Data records

────────

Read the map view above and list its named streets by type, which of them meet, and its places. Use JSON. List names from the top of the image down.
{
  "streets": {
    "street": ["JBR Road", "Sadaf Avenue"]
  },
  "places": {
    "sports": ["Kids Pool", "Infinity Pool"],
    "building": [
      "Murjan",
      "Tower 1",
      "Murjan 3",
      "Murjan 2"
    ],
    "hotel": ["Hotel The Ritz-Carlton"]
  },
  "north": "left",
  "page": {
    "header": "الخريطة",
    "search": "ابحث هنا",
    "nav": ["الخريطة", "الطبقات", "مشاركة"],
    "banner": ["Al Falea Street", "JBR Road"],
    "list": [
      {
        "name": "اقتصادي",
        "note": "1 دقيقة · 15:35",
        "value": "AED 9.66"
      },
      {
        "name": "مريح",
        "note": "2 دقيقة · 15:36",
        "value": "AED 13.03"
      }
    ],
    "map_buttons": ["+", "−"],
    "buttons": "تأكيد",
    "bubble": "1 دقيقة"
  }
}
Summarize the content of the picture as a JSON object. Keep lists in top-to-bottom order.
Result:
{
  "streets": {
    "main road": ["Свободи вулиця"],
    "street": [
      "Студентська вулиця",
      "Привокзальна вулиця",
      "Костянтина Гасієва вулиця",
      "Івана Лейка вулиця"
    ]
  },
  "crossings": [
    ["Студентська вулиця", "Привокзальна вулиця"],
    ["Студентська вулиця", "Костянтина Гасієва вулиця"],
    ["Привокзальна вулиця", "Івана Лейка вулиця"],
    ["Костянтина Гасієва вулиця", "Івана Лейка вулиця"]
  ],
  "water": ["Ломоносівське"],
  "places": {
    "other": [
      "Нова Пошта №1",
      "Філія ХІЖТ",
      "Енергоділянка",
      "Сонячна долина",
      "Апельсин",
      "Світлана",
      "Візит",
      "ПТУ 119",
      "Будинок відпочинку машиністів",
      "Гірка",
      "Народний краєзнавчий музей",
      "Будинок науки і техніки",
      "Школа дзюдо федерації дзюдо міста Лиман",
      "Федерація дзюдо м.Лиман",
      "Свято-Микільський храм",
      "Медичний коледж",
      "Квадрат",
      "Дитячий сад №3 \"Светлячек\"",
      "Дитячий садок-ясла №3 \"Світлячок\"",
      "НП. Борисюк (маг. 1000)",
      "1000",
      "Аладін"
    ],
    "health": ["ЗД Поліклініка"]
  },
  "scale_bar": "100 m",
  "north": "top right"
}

────────

• [Problem] I would like the records restated exactly, with every line intact.

• [Exercise response]
Read the map view above and list its named streets by type, which of them meet, and its places. Use JSON. List names from the top of the image down.
{
  "streets": {
    "street": ["JBR Road", "Sadaf Avenue"]
  },
  "places": {
    "sports": ["Kids Pool", "Infinity Pool"],
    "building": [
      "Murjan",
      "Tower 1",
      "Murjan 3",
      "Murjan 2"
    ],
    "hotel": ["Hotel The Ritz-Carlton"]
  },
  "north": "left",
  "page": {
    "header": "الخريطة",
    "search": "ابحث هنا",
    "nav": ["الخريطة", "الطبقات", "مشاركة"],
    "banner": ["Al Falea Street", "JBR Road"],
    "list": [
      {
        "name": "اقتصادي",
        "note": "1 دقيقة · 15:35",
        "value": "AED 9.66"
      },
      {
        "name": "مريح",
        "note": "2 دقيقة · 15:36",
        "value": "AED 13.03"
      }
    ],
    "map_buttons": ["+", "−"],
    "buttons": "تأكيد",
    "bubble": "1 دقيقة"
  }
}
Summarize the content of the picture as a JSON object. Keep lists in top-to-bottom order.
Result:
{
  "streets": {
    "main road": ["Свободи вулиця"],
    "street": [
      "Студентська вулиця",
      "Привокзальна вулиця",
      "Костянтина Гасієва вулиця",
      "Івана Лейка вулиця"
    ]
  },
  "crossings": [
    ["Студентська вулиця", "Привокзальна вулиця"],
    ["Студентська вулиця", "Костянтина Гасієва вулиця"],
    ["Привокзальна вулиця", "Івана Лейка вулиця"],
    ["Костянтина Гасієва вулиця", "Івана Лейка вулиця"]
  ],
  "water": ["Ломоносівське"],
  "places": {
    "other": [
      "Нова Пошта №1",
      "Філія ХІЖТ",
      "Енергоділянка",
      "Сонячна долина",
      "Апельсин",
      "Світлана",
      "Візит",
      "ПТУ 119",
      "Будинок відпочинку машиністів",
      "Гірка",
      "Народний краєзнавчий музей",
      "Будинок науки і техніки",
      "Школа дзюдо федерації дзюдо міста Лиман",
      "Федерація дзюдо м.Лиман",
      "Свято-Микільський храм",
      "Медичний коледж",
      "Квадрат",
      "Дитячий сад №3 \"Светлячек\"",
      "Дитячий садок-ясла №3 \"Світлячок\"",
      "НП. Борисюк (маг. 1000)",
      "1000",
      "Аладін"
    ],
    "health": ["ЗД Поліклініка"]
  },
  "scale_bar": "100 m",
  "north": "top right"
}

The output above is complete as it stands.